## ACTIVITY
The expected answer is every line from the material below that has the word "lines".

## MATERIAL SHOWN
#####
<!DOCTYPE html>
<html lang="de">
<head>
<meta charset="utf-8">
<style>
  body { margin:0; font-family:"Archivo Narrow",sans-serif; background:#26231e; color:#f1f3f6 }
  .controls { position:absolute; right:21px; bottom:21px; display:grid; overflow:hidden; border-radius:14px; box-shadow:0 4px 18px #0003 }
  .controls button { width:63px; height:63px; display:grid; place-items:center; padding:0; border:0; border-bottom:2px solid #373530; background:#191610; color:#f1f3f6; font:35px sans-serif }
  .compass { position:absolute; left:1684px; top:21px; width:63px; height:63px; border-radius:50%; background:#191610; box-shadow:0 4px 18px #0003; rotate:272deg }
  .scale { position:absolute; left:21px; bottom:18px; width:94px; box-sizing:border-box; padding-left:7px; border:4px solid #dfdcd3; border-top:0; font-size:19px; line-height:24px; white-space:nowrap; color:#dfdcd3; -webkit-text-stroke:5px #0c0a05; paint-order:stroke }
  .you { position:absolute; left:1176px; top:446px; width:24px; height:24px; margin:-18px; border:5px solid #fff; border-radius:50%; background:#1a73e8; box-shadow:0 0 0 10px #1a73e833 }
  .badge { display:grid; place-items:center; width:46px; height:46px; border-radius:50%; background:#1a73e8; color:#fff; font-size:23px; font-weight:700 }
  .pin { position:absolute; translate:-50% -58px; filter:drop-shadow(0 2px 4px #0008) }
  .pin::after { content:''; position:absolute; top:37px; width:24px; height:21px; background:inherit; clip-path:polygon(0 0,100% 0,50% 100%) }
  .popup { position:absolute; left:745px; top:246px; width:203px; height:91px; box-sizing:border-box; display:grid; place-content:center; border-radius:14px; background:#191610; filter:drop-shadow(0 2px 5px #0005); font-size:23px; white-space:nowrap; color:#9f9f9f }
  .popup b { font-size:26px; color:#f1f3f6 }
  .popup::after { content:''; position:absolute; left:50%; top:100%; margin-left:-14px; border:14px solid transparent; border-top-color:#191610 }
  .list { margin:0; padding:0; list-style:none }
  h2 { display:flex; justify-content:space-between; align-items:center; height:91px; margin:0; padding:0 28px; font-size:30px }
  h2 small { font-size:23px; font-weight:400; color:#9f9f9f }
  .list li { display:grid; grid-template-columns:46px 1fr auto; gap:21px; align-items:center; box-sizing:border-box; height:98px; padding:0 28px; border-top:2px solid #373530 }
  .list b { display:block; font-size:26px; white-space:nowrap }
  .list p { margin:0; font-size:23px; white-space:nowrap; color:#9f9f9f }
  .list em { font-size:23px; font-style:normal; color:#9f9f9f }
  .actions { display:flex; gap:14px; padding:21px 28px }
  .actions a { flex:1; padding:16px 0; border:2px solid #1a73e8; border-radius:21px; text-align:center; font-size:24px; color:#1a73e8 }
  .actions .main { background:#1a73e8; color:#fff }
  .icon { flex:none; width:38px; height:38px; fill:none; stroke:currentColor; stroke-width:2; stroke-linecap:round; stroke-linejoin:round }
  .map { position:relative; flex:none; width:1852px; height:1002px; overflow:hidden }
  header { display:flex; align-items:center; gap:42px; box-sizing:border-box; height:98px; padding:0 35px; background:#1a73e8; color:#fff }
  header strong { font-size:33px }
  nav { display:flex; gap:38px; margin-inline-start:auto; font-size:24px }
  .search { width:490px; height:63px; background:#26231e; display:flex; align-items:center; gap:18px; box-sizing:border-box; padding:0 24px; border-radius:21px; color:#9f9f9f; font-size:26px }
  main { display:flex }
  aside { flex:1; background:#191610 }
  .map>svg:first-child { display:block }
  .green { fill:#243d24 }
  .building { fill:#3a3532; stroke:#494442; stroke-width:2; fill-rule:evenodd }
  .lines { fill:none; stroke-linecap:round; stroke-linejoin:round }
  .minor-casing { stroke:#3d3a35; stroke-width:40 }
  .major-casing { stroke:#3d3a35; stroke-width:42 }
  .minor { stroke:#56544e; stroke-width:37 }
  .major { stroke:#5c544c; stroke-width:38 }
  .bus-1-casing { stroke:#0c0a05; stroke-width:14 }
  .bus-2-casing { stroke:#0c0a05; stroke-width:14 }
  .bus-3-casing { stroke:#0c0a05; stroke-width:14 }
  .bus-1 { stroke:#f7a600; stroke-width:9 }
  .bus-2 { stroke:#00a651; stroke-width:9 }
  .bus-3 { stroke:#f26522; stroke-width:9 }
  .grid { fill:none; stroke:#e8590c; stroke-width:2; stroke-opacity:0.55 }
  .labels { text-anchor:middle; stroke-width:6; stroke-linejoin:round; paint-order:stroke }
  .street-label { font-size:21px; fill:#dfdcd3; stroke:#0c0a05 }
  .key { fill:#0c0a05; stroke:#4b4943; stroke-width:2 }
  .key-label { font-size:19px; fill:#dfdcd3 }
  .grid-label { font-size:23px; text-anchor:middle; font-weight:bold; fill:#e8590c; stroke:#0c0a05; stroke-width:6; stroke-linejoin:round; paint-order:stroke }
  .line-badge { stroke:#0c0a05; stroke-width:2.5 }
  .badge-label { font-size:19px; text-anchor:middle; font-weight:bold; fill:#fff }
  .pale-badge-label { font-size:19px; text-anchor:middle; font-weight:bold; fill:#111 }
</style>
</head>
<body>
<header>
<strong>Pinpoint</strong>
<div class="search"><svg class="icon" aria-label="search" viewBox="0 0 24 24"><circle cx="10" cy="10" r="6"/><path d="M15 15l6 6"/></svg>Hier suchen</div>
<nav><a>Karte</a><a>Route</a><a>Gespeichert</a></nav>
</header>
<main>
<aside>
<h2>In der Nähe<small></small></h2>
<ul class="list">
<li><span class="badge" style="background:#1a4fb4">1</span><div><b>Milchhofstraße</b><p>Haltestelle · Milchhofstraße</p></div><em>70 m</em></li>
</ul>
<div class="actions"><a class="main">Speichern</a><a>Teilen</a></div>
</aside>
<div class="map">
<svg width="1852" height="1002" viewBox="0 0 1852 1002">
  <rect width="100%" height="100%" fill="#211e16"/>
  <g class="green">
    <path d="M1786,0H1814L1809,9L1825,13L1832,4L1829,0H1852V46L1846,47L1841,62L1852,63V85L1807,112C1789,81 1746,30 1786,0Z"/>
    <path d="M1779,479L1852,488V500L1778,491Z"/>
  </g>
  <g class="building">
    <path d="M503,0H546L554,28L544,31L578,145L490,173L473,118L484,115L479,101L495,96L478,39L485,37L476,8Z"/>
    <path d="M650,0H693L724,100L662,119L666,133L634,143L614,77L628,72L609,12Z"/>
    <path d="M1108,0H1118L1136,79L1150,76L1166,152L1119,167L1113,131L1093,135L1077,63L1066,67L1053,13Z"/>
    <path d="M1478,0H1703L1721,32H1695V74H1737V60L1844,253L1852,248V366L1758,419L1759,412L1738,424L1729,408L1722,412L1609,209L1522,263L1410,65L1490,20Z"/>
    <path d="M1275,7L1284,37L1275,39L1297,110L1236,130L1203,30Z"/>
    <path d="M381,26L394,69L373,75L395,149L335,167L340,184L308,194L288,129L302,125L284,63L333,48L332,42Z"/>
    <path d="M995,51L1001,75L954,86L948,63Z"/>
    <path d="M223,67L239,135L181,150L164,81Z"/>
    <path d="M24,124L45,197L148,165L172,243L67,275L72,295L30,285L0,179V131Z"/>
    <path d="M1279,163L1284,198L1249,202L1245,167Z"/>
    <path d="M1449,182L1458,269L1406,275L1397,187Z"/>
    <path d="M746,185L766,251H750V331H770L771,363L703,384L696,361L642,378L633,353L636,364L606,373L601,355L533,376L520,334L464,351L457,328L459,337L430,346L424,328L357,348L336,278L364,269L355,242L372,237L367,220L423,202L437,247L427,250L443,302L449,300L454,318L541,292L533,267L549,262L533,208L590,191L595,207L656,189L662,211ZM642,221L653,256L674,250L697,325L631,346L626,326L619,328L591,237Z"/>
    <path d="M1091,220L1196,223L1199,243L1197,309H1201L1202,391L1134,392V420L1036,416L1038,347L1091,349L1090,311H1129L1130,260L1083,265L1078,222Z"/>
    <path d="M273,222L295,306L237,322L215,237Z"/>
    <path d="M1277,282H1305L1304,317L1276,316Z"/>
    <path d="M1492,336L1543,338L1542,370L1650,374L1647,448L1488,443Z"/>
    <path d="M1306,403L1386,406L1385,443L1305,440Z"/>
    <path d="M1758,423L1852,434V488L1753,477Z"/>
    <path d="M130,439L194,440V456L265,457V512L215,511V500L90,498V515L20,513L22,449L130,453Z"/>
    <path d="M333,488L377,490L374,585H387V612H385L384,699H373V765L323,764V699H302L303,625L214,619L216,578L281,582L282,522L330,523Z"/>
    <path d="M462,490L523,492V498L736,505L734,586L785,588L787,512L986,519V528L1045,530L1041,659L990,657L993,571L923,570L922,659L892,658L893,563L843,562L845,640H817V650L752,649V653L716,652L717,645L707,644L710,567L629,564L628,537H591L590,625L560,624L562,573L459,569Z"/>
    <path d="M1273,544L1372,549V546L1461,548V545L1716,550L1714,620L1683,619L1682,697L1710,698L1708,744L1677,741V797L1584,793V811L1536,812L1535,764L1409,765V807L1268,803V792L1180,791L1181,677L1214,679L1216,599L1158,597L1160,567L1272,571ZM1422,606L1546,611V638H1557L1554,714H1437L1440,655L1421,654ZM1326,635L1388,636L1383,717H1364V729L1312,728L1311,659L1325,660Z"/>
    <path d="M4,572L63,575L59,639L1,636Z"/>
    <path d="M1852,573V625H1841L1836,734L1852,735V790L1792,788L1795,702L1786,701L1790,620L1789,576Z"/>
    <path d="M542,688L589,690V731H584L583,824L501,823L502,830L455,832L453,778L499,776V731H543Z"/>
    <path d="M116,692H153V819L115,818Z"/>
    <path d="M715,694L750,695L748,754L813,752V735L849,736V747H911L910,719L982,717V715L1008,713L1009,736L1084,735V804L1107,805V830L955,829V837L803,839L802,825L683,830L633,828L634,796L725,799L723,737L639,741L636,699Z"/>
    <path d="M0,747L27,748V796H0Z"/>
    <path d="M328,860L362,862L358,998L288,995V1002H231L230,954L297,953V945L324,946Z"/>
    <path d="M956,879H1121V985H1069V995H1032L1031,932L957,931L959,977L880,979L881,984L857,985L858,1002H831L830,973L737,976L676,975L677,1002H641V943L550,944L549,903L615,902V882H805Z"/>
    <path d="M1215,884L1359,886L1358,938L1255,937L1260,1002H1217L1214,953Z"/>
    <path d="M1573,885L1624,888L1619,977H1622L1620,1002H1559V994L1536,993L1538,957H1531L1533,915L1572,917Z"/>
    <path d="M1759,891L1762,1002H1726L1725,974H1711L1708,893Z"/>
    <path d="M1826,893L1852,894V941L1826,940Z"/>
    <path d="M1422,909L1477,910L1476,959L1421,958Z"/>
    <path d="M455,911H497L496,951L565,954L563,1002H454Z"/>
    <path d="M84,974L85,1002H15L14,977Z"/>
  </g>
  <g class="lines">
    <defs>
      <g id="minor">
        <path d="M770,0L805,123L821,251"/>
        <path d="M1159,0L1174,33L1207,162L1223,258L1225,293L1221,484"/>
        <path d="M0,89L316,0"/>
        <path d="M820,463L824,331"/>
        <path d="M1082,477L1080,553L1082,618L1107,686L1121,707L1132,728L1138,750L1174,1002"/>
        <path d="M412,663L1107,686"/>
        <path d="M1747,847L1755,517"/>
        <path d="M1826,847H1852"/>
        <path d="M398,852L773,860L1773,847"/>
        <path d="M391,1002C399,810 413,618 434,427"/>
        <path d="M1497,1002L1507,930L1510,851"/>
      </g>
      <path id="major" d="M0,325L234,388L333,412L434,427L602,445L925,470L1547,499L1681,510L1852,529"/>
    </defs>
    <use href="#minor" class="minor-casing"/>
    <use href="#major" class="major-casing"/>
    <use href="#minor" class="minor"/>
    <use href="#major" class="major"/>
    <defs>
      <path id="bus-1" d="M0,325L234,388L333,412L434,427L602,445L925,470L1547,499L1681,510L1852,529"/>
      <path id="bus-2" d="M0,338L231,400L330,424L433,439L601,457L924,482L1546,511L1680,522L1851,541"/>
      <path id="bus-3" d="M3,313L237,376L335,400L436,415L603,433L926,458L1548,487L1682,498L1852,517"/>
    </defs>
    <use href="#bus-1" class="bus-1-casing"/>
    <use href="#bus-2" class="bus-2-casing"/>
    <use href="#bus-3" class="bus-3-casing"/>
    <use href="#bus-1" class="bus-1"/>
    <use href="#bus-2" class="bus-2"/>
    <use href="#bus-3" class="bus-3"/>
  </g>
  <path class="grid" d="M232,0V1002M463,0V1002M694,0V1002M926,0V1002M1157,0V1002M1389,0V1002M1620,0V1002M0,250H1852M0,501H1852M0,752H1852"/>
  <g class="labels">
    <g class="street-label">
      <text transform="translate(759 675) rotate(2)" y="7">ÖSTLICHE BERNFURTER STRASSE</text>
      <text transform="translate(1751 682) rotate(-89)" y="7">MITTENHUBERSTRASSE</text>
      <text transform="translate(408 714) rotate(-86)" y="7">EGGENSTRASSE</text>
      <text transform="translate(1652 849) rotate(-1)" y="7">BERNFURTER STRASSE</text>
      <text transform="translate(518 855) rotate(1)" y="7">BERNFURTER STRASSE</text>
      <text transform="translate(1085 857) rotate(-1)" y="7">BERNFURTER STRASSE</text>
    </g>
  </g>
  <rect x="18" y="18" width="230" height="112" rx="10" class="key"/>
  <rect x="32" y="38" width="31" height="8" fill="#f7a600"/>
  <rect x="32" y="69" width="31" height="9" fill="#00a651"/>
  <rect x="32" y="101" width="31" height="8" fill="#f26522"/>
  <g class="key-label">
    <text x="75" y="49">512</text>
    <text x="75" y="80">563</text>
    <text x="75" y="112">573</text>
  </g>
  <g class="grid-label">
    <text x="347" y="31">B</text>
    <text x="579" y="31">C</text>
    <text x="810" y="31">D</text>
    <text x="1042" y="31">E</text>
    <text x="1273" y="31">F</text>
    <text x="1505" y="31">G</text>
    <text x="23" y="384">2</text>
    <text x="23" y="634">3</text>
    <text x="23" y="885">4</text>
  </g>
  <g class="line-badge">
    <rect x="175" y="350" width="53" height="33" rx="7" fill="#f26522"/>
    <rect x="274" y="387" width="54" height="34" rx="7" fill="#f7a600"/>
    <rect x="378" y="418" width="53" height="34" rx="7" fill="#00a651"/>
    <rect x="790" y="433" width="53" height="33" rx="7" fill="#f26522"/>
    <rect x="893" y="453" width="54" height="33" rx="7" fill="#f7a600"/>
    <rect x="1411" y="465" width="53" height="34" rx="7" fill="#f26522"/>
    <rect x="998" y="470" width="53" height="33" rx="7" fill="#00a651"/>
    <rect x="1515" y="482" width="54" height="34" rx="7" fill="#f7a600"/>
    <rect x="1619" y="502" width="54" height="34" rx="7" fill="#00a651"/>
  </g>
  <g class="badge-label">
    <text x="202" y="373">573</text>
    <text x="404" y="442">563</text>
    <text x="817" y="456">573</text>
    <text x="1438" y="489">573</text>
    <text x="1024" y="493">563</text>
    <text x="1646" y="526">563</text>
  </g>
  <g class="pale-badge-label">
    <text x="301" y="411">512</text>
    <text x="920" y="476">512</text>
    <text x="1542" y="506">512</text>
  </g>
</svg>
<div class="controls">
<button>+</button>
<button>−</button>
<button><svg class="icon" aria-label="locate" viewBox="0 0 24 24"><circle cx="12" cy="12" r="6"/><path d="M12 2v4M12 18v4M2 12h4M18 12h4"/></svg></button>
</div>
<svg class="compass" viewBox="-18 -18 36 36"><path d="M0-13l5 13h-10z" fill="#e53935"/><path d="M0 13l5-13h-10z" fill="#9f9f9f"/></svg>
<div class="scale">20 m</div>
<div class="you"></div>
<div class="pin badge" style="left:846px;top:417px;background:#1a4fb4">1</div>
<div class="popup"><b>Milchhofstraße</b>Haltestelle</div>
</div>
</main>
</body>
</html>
#####
## RESULT OF THIS TASK
  .lines { fill:none; stroke-linecap:round; stroke-linejoin:round }
  <g class="lines">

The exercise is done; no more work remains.